L'épouvantable vendredi Nuit Dario Argento : cédez aux frissons des ténèbres

Avec le film  Ténèbre, préparez-vous à trembler.  Photo DR
Avec le film Ténèbre, préparez-vous à trembler. Photo DR

Quatre films restaurés du maître de l’horreur sont au programme de l'Epouvantable vendredi, à l’institut Lumière. Avec aussi des documents rares, des interviews, des extraits, etc.

Des têtes décapitées par une fenêtre à guillotine, un bras sectionné par une hache, d’innocentes collégiennes envoûtées par une force maléfique, des bimbos dévorées par une orgie de couleurs psychédéliques… Bienvenue chez Dario Argento, communément surnommé le maître de l’horreur et, par-dessus tout, créateur d’images aussi sadiques que subversives.
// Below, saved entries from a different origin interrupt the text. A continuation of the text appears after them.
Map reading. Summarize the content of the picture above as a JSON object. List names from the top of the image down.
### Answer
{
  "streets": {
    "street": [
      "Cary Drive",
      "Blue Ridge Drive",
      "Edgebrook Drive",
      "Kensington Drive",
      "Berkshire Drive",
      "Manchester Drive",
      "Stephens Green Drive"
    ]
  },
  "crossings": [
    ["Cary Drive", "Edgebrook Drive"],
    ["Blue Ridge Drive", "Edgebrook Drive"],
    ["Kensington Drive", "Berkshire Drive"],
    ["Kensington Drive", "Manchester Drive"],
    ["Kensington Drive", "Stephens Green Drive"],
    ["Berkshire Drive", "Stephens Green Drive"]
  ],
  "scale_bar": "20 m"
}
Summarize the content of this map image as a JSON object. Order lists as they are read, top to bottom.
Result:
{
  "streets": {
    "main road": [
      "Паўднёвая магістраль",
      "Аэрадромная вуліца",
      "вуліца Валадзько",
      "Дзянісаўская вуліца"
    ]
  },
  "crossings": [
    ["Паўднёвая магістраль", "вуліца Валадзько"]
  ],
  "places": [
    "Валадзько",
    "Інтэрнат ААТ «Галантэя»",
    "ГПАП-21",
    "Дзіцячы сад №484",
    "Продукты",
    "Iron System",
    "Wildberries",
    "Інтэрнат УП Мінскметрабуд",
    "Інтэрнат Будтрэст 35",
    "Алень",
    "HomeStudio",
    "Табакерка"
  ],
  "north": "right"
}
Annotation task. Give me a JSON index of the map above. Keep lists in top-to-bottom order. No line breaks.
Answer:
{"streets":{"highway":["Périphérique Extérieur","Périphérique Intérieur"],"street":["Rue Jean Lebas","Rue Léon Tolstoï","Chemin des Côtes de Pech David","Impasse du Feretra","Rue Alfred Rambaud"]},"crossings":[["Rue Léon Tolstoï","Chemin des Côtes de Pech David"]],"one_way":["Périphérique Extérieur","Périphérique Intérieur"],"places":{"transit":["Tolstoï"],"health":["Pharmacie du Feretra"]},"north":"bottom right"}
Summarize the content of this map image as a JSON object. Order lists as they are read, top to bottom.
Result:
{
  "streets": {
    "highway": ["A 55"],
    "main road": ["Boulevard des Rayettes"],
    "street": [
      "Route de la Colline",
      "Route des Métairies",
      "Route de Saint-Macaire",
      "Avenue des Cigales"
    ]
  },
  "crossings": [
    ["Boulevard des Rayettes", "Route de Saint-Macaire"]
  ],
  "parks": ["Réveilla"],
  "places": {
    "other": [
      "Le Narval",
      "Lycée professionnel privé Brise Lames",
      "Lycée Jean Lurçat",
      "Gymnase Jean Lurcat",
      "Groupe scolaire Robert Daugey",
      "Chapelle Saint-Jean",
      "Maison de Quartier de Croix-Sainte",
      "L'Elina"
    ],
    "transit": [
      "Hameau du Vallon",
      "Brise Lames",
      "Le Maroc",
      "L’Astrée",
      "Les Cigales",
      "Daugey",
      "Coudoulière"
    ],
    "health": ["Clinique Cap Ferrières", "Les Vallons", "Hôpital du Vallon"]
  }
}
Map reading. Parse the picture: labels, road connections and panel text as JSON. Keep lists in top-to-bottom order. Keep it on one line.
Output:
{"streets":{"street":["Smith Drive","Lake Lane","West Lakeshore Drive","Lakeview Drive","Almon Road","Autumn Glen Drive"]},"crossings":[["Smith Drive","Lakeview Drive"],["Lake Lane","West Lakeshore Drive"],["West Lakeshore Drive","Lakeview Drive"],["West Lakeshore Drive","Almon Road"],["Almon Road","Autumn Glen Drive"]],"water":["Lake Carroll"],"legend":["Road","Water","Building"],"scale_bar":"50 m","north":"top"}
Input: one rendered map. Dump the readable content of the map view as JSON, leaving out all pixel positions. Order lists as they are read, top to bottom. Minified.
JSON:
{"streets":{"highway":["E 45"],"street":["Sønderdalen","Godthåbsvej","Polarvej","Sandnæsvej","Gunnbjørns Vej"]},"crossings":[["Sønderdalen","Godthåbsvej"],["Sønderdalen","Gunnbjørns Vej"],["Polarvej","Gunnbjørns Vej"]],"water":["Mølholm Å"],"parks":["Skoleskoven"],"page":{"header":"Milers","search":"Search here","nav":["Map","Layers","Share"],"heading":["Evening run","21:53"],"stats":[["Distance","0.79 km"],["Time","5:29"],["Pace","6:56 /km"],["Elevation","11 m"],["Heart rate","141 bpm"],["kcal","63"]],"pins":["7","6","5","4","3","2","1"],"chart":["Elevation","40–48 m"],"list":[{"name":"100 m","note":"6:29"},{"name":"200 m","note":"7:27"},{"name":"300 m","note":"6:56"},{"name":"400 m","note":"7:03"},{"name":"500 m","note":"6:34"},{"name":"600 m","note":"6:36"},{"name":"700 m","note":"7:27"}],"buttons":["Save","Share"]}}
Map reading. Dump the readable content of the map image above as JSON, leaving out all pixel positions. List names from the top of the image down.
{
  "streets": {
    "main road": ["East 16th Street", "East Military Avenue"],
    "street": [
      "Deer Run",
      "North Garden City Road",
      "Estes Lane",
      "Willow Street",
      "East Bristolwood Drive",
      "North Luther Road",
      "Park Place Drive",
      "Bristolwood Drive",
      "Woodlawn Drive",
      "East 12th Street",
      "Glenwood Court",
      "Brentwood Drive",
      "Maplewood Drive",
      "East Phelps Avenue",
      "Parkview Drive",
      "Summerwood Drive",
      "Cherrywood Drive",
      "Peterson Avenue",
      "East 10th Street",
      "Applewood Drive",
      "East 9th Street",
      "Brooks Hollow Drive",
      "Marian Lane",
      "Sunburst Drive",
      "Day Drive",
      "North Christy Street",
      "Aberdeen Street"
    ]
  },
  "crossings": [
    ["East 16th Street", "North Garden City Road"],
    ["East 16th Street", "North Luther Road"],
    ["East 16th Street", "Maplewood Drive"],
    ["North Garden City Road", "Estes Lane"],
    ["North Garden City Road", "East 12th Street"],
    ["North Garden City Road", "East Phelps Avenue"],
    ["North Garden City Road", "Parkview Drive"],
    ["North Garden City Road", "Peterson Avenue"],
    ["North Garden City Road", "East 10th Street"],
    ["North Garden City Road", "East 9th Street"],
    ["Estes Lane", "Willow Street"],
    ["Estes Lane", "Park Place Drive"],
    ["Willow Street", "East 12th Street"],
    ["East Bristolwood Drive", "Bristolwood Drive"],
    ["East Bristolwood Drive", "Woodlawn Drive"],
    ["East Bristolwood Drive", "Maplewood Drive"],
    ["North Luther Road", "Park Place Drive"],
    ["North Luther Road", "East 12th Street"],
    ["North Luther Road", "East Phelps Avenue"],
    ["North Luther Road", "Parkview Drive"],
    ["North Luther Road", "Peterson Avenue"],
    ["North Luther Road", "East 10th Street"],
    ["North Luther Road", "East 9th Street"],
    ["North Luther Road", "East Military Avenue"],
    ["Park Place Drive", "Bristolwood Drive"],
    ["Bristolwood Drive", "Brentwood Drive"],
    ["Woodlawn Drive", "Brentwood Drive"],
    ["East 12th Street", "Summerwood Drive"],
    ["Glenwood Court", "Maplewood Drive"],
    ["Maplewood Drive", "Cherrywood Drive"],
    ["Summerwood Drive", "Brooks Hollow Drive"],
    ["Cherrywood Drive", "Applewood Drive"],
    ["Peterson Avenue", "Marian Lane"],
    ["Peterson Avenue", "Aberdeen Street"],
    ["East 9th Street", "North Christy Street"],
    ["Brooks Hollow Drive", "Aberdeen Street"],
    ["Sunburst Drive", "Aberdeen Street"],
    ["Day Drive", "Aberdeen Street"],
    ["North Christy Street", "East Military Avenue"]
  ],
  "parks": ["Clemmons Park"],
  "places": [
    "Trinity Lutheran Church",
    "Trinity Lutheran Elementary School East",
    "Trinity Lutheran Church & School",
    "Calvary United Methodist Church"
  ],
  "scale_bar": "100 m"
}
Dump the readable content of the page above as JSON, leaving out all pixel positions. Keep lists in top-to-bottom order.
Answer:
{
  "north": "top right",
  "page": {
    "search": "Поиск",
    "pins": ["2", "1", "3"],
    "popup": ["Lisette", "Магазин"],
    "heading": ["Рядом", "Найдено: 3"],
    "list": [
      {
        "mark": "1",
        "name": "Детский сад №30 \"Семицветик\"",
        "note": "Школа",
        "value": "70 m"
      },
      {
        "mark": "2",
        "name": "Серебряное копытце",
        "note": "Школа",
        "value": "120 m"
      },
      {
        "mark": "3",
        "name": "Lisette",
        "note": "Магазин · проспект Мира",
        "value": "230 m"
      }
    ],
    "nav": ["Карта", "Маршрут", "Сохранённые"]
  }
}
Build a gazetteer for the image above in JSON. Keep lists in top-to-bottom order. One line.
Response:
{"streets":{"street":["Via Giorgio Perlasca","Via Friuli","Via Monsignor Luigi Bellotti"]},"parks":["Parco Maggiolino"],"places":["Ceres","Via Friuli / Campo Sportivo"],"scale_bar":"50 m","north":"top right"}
Né le 7 septembre 1941 à Rome, le futur papa d’Asia est d’abord critique puis scénariste, notamment pour Il était une fois dans l’ouest de Sergio Leone. Ses polars, émaillés de meurtres sauvages et de visions psychédéliques, deviennent rapidement emblématiques du « giallo », thriller horrifique et grand guignol, dont l’Italie se fait une spécialité. Il y saupoudre, pêle-mêle, la drogue, l’occultisme, la magie noire, le hard-rock, les ingénues, le tout procurant, lorsque le trucage n’est pas trop miteux, un effet de sidération qui a laissé des traces indélébiles dans l’histoire du cinéma. Si le scénario se résume souvent à un fil (du rasoir, évidemment), les décors sont autant de labyrinthes dans lesquels se cache souvent la clé du mystère (comme dans Blow up Antonioni).

En 2007, l’onirique styliste des années 1970 et 80 saute cependant la frontière du ridicule avec l’irregardable Troisième mère , dernier volet d’une trilogie bâtie par les mythiques Suspiria et Inferno. Un mauvais souvenir. Oublions les nanars, mieux vaut revoir, en copies restaurées, quatre de ses perles de sang.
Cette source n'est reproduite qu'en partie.